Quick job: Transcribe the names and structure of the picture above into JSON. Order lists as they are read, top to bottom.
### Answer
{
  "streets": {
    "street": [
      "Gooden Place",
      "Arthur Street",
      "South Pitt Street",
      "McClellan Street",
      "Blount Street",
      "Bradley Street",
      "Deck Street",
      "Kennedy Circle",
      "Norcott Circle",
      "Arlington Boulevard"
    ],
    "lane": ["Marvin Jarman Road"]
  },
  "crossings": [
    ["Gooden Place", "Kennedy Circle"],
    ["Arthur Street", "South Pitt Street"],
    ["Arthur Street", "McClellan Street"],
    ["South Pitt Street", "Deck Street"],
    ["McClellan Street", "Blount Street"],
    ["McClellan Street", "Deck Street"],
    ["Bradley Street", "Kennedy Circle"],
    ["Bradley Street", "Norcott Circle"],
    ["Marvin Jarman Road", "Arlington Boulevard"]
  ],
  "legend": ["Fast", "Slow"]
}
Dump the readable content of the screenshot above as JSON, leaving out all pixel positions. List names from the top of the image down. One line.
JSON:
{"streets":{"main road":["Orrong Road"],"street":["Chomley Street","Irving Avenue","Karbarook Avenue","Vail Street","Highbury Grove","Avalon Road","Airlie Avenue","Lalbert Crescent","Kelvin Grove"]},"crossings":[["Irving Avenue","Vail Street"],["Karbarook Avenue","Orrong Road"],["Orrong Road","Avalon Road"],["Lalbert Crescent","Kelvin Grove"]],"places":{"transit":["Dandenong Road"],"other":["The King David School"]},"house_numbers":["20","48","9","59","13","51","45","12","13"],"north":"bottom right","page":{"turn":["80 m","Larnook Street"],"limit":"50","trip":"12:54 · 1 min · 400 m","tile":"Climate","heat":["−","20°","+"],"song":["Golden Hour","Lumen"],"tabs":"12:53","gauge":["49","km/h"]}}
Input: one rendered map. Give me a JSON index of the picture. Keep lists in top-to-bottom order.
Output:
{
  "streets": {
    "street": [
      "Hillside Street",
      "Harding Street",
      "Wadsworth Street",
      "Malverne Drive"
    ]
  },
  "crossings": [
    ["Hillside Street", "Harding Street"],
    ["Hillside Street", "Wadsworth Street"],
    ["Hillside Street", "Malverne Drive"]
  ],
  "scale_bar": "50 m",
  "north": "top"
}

## What you should do
Go back to the start of the listing above. Reproduce each line exactly, ending with the line that contains "Dump the readable".

## Written response
Quick job: Transcribe the names and structure of the picture above into JSON. Order lists as they are read, top to bottom.
### Answer
{
  "streets": {
    "street": [
      "Gooden Place",
      "Arthur Street",
      "South Pitt Street",
      "McClellan Street",
      "Blount Street",
      "Bradley Street",
      "Deck Street",
      "Kennedy Circle",
      "Norcott Circle",
      "Arlington Boulevard"
    ],
    "lane": ["Marvin Jarman Road"]
  },
  "crossings": [
    ["Gooden Place", "Kennedy Circle"],
    ["Arthur Street", "South Pitt Street"],
    ["Arthur Street", "McClellan Street"],
    ["South Pitt Street", "Deck Street"],
    ["McClellan Street", "Blount Street"],
    ["McClellan Street", "Deck Street"],
    ["Bradley Street", "Kennedy Circle"],
    ["Bradley Street", "Norcott Circle"],
    ["Marvin Jarman Road", "Arlington Boulevard"]
  ],
  "legend": ["Fast", "Slow"]
}
Dump the readable content of the screenshot above as JSON, leaving out all pixel positions. List names from the top of the image down. One line.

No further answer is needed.